**Exercise requirements**.
Pull each line containing "which" out of the data and copy it.
(Input data Opens)
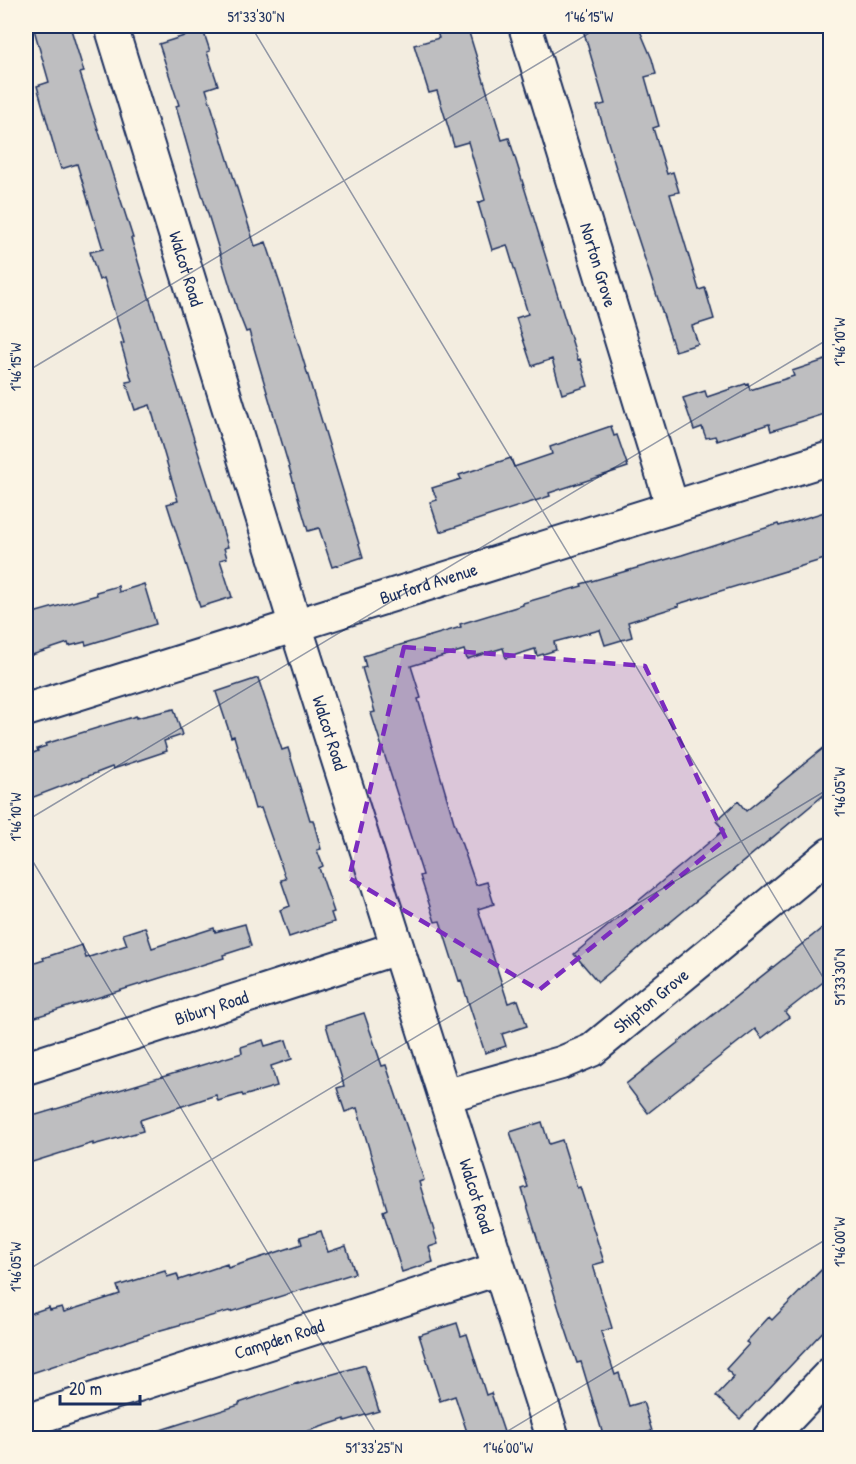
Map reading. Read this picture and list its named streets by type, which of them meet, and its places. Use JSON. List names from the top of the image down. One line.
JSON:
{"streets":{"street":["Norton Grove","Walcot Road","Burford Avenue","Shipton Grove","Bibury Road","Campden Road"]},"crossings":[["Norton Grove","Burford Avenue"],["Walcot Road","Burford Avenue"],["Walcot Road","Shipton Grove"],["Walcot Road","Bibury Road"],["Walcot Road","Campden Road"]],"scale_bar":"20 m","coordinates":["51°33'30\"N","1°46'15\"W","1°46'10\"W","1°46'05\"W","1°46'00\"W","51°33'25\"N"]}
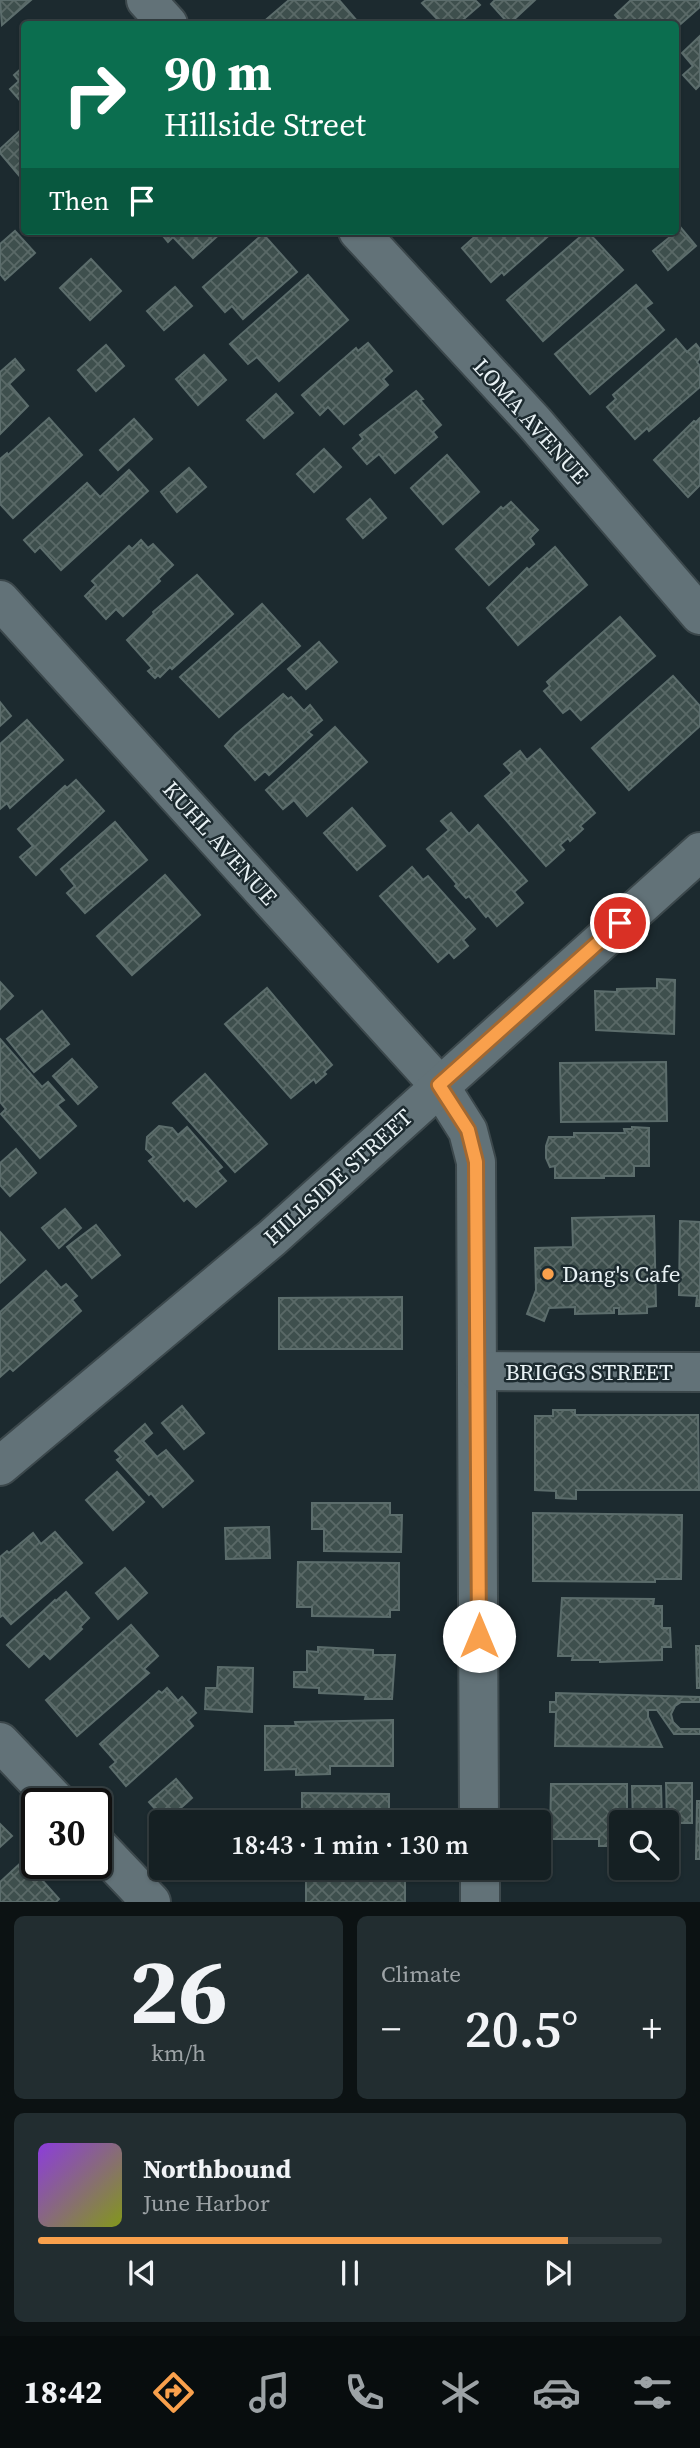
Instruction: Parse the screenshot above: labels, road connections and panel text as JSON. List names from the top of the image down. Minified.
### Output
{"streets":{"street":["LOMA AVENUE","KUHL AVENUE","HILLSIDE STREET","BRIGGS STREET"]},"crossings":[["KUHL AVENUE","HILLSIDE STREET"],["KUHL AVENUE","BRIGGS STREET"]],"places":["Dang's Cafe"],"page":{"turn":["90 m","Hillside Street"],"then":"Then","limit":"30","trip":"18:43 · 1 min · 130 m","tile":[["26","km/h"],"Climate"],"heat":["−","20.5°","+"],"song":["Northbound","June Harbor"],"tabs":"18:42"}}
(Input data Closes)
(Input data Opens)
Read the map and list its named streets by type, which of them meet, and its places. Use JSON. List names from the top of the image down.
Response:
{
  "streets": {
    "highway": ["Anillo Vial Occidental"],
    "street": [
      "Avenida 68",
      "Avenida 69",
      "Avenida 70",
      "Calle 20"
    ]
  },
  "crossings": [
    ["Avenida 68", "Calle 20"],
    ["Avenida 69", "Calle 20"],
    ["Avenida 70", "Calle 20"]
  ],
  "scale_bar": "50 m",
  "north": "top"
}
(Input data Closes)
**Exercise solution**.
Map reading. Read this picture and list its named streets by type, which of them meet, and its places. Use JSON. List names from the top of the image down. One line.
Read the map and list its named streets by type, which of them meet, and its places. Use JSON. List names from the top of the image down.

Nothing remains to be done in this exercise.